Metadata-Version: 2.1
Name: ks-metric
Version: 0.1.0
Summary: Kolmogorov-Smirnov metric for machine learning
Home-page: https://github.com/nottherealsanta/ks_metric
Author: nottherealsanta
Author-email: santosh.rajan.work@gmail.com
License: MIT license
Keywords: ks_metric
Platform: UNKNOWN
Classifier: Development Status :: 2 - Pre-Alpha
Classifier: Intended Audience :: Developers
Classifier: License :: OSI Approved :: MIT License
Classifier: Natural Language :: English
Classifier: Programming Language :: Python :: 3
Classifier: Programming Language :: Python :: 3.6
Classifier: Programming Language :: Python :: 3.7
Classifier: Programming Language :: Python :: 3.8
Requires-Python: >=3.6
License-File: LICENSE

KS Metric
=========

Kolmogorov-Smirnov metric (ks metric) is derived from K-S test. K-S test
measures the distance between two plotted cumulative distribution
functions (CDF). To use it as a metric for classification machine
learning problem we see the distance of plotted CDF of target and
non-target. The model that produces the greatest amount of separability
between target and non-target distribution would be considered the
better model.

Installation
------------

The package requires: ``pandas`` and ``numpy``.

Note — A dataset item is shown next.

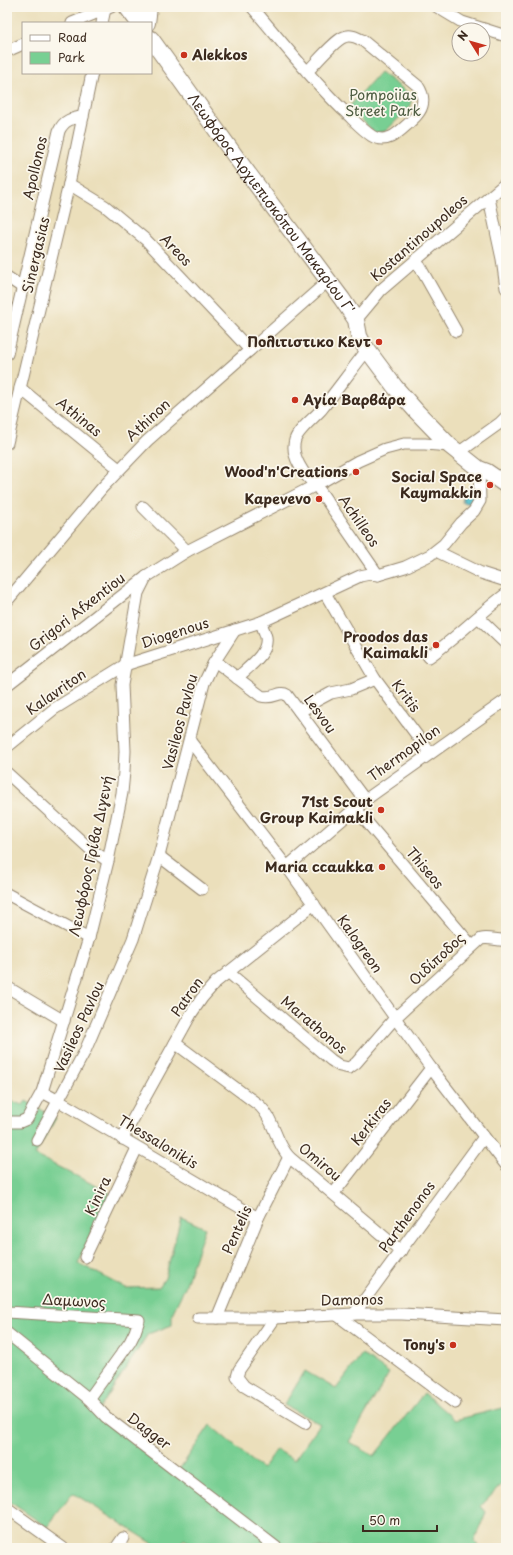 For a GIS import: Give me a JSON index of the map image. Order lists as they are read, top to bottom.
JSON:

To install the package, execute:

.. code:: shell

   $ python setup.py install

or

.. code:: shell

   pip install ks_metric

Usage
-----

To get the KS score :

.. code:: python

   from sklearn.datasets import load_breast_cancer
   from sklearn.model_selection import train_test_split
   from sklearn.linear_model import LogisticRegression

   from ks_metric import ks_score

   data = load_breast_cancer()
   X, y = data['data'], data['target']
   X_train, X_test, y_train, y_test = train_test_split( X, y, test_size=0.33, random_state=42)

   clf = LogisticRegression(random_state=0, max_iter=10000).fit(X_train, y_train)
   ks_score(y_train, clf.predict_proba(X_train)[:,1])

KS table :

.. code:: python

   ks_table(y_train, clf.predict_proba(X_train)[:,1])

KS scorer (for hyperparameter search) :

.. code:: python

   from sklearn.model_selection import GridSearchCV

   clf = GridSearchCV(estimator=LogisticRegression(), param_grid={'C':[0.01,0.1,1]}, scoring=ks_scorer)

see the example notebook for detailed usage.